We went back to the drawing board to understand what an AI application actually needs from a database. Our answer is OceanBase seekdb (hereinafter referred to as seekdb).
As we watched the AI wave crash over the industry, we kept seeing the same problems in every architecture diagram and every post-mortem.
It's not just rows and columns anymore—it's JSON, vectors, text, GIS, and more. Developers are forced to stitch together multiple specialized engines (one for metadata, one for docs, one for vectors) and hope they behave like a single system. It is fragile and complex.
Most vector solutions force a choice: speed or consistency. You either get scale with "eventual consistency" (stale RAG results), or you get freshness but hit a low performance ceiling. OceanBase solved this for TP/AP workloads; we believed AI needed the same guarantee—vectors must be queryable the millisecond they are written, without sacrificing distributed scaling.
A typical AI stack is a Frankenstein monster: Query MySQL, query Elasticsearch, query Pinecone, then write 500 lines of Python to merge and re-rank the results. This is generic infrastructure logic masquerading as application code. It bloats your codebase and slows down development.

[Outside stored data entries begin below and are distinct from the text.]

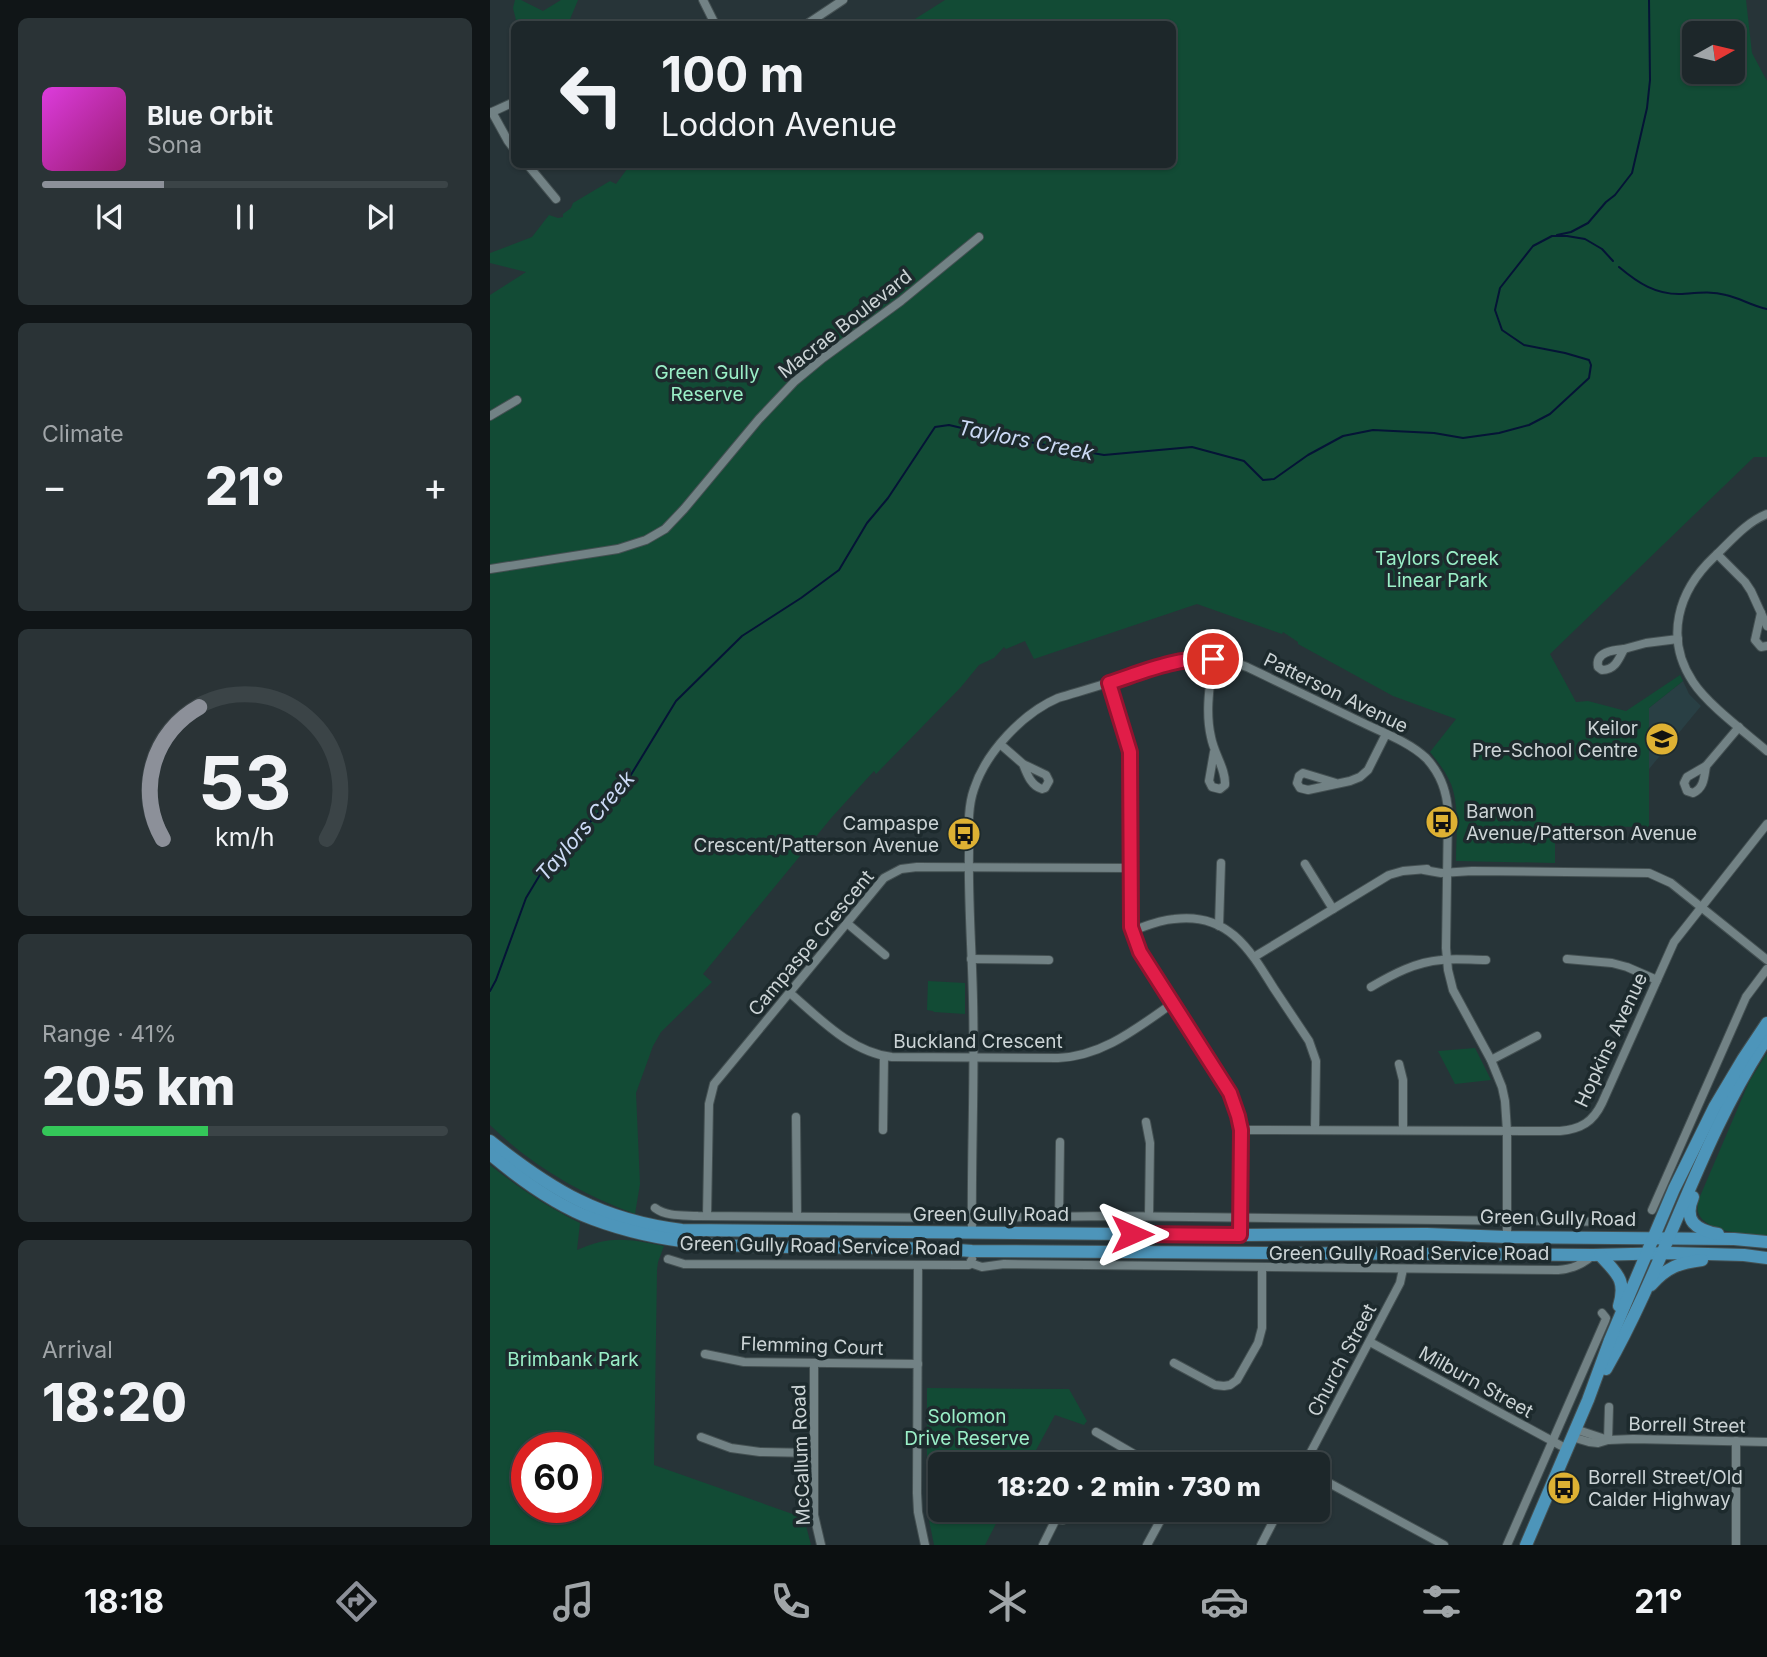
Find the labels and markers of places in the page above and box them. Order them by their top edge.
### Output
pin [1183,629,1243,689]
place label: Keilor Pre-School Centre [1472,717,1638,762]
school or university icon: Keilor Pre-School Centre [1643,720,1681,758]
place label: Barwon Avenue/Patterson Avenue [1466,800,1697,845]
bus stop icon: Barwon Avenue/Patterson Avenue [1423,803,1461,841]
place label: Campaspe Crescent/Patterson Avenue [693,812,939,857]
bus stop icon: Campaspe Crescent/Patterson Avenue [945,815,983,853]
place label: Borrell Street/Old Calder Highway [1588,1466,1743,1511]
bus stop icon: Borrell Street/Old Calder Highway [1545,1469,1583,1507]

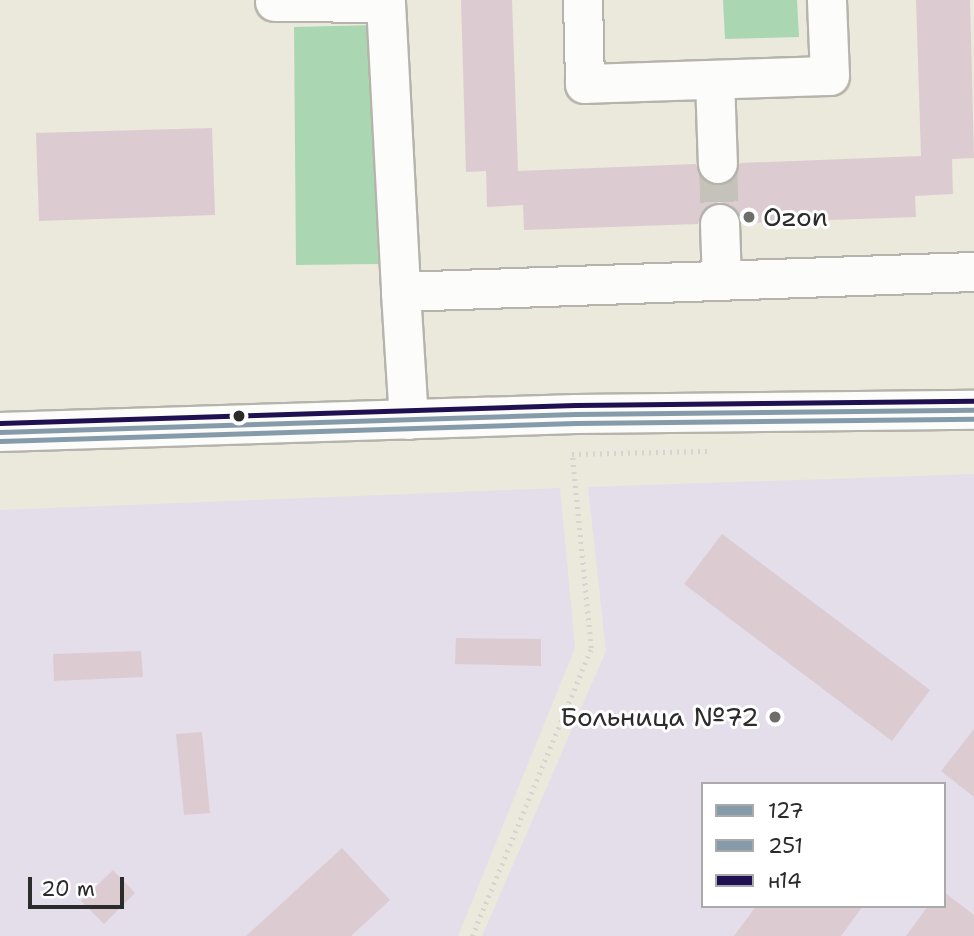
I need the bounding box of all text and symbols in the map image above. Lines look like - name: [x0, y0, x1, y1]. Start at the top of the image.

MongoDB, Redis, MySQL, Vector DBs—each has its own API, connection pool, and failure modes. If building a simple AI app requires managing three distinct clusters and learning three different query languages, the infrastructure has failed the developer.
To solve this, we defined what the data infrastructure must look like for the AI era:
seekdb is an AI-native hybrid search database open-sourced under Apache 2.0. It isn’t a patch on top of OceanBase; it’s a rethinking of the engine to solve the engineering challenges above.

seekdb supports scalar, vector, text, JSON, and GIS data in a single engine.
Crucially, all indexes exist in the same transaction domain. When you update a row, the scalar, vector, and full-text indexes update synchronously. There is no "inconsistency window" common in architectures that rely on CDC (Change Data Capture) to sync data between a SQL DB and a Vector DB.
For real applications, you almost never run pure vector search or pure keyword search. You do both, plus filters. seekdb supports doing all of this in one query pipeline:
You can tune the weights via the DBMS_HYBRID_SEARCH package. If you care more about exact keyword matches, boost the full-text weight. If you need semantic understanding, boost the vector weight.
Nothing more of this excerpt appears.